*** Begin section ***

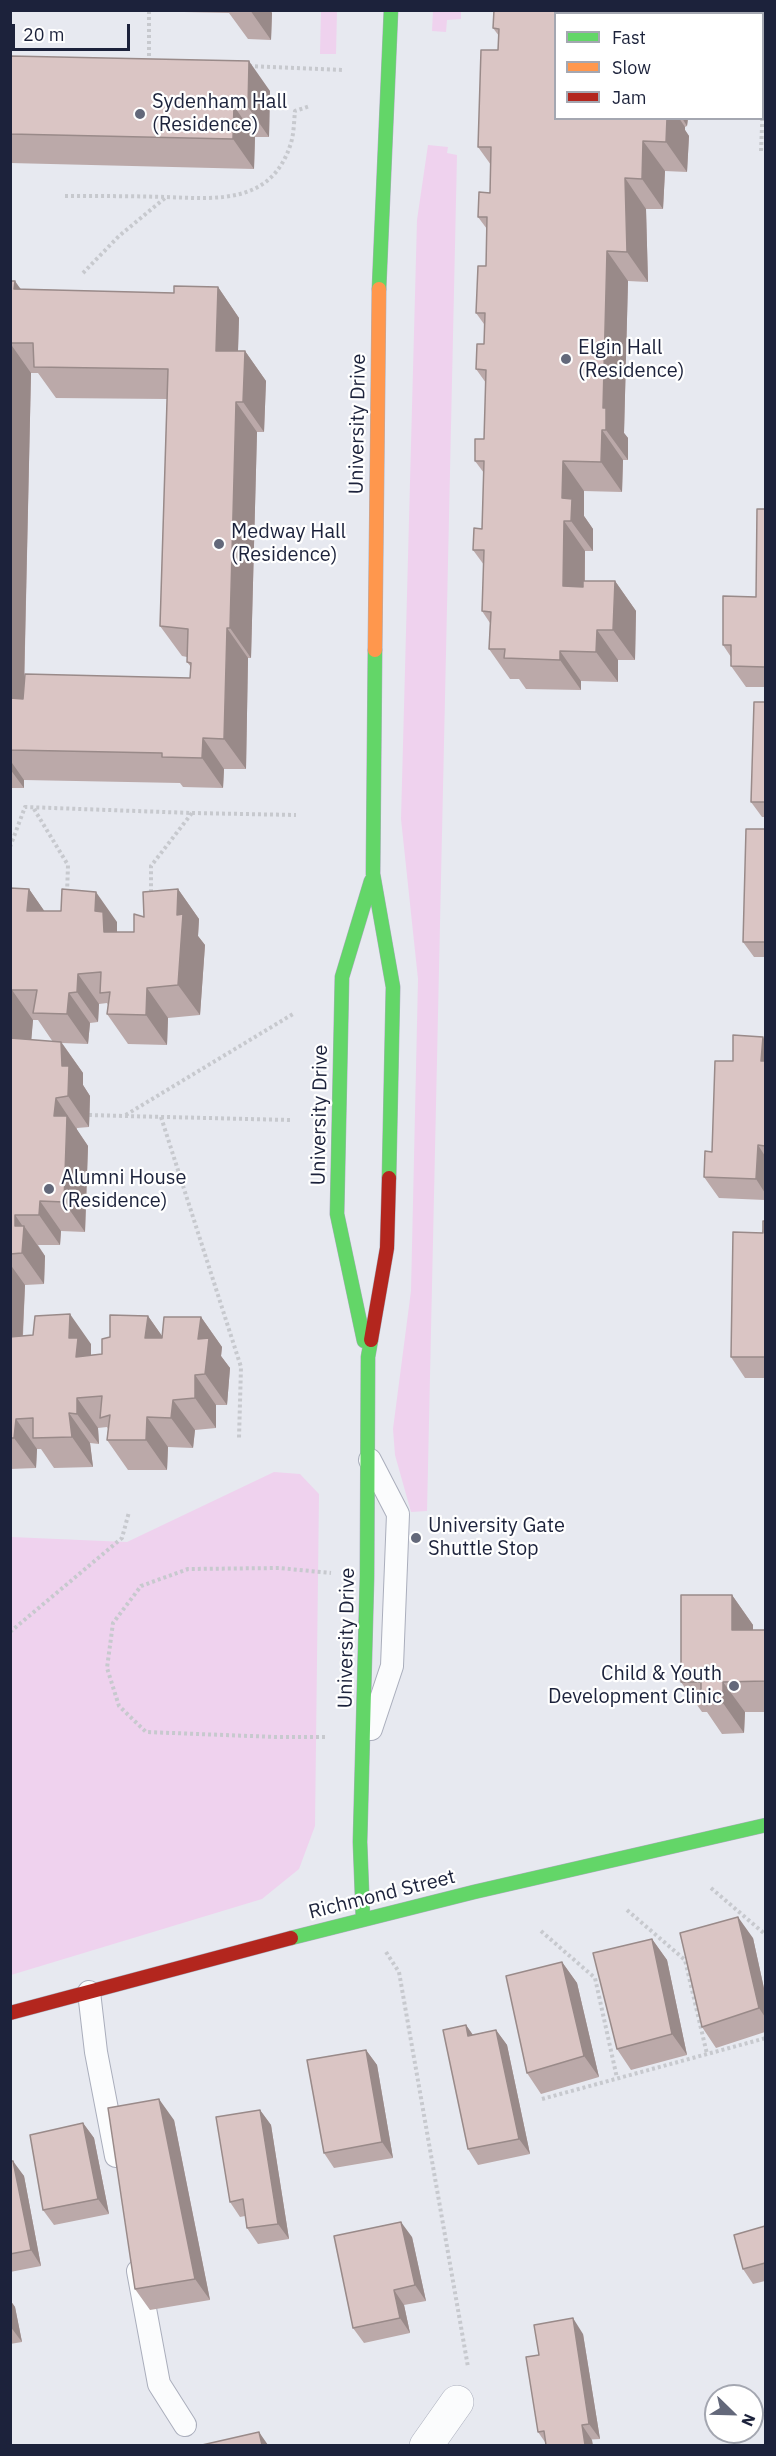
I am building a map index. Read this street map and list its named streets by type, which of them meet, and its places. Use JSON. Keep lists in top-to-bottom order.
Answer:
{
  "streets": {
    "street": ["University Drive", "Richmond Street"]
  },
  "crossings": [
    ["University Drive", "Richmond Street"]
  ],
  "places": [
    "Sydenham Hall (Residence)",
    "Elgin Hall (Residence)",
    "Medway Hall (Residence)",
    "Alumni House (Residence)",
    "University Gate Shuttle Stop",
    "Child & Youth Development Clinic"
  ],
  "legend": ["Fast", "Slow", "Jam"],
  "scale_bar": "20 m",
  "north": "bottom right"
}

*** End section ***

# [Try it]
None of the pictures should appear; the rest of the entries must be reproduced exactly.

# [Result for this task]
I am building a map index. Read this street map and list its named streets by type, which of them meet, and its places. Use JSON. Keep lists in top-to-bottom order.
Answer:
{
  "streets": {
    "street": ["University Drive", "Richmond Street"]
  },
  "crossings": [
    ["University Drive", "Richmond Street"]
  ],
  "places": [
    "Sydenham Hall (Residence)",
    "Elgin Hall (Residence)",
    "Medway Hall (Residence)",
    "Alumni House (Residence)",
    "University Gate Shuttle Stop",
    "Child & Youth Development Clinic"
  ],
  "legend": ["Fast", "Slow", "Jam"],
  "scale_bar": "20 m",
  "north": "bottom right"
}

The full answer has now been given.